→ Exercise prompt: This exercise requires every record to be repeated exactly.

=== Records for this task ===

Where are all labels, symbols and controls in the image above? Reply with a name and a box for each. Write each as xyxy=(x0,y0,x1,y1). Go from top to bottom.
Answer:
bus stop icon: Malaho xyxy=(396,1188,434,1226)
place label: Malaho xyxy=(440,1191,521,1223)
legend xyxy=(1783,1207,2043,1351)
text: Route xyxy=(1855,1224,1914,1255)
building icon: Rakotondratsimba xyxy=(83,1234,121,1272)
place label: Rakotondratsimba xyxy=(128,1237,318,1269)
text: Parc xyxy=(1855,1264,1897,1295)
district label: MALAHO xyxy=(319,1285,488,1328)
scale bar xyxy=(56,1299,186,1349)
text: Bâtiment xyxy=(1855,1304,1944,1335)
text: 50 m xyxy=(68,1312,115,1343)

===

→ Answer to this problem:
Where are all labels, symbols and controls in the image above? Reply with a name and a box for each. Write each as xyxy=(x0,y0,x1,y1). Go from top to bottom.
Answer:
bus stop icon: Malaho xyxy=(396,1188,434,1226)
place label: Malaho xyxy=(440,1191,521,1223)
legend xyxy=(1783,1207,2043,1351)
text: Route xyxy=(1855,1224,1914,1255)
building icon: Rakotondratsimba xyxy=(83,1234,121,1272)
place label: Rakotondratsimba xyxy=(128,1237,318,1269)
text: Parc xyxy=(1855,1264,1897,1295)
district label: MALAHO xyxy=(319,1285,488,1328)
scale bar xyxy=(56,1299,186,1349)
text: Bâtiment xyxy=(1855,1304,1944,1335)
text: 50 m xyxy=(68,1312,115,1343)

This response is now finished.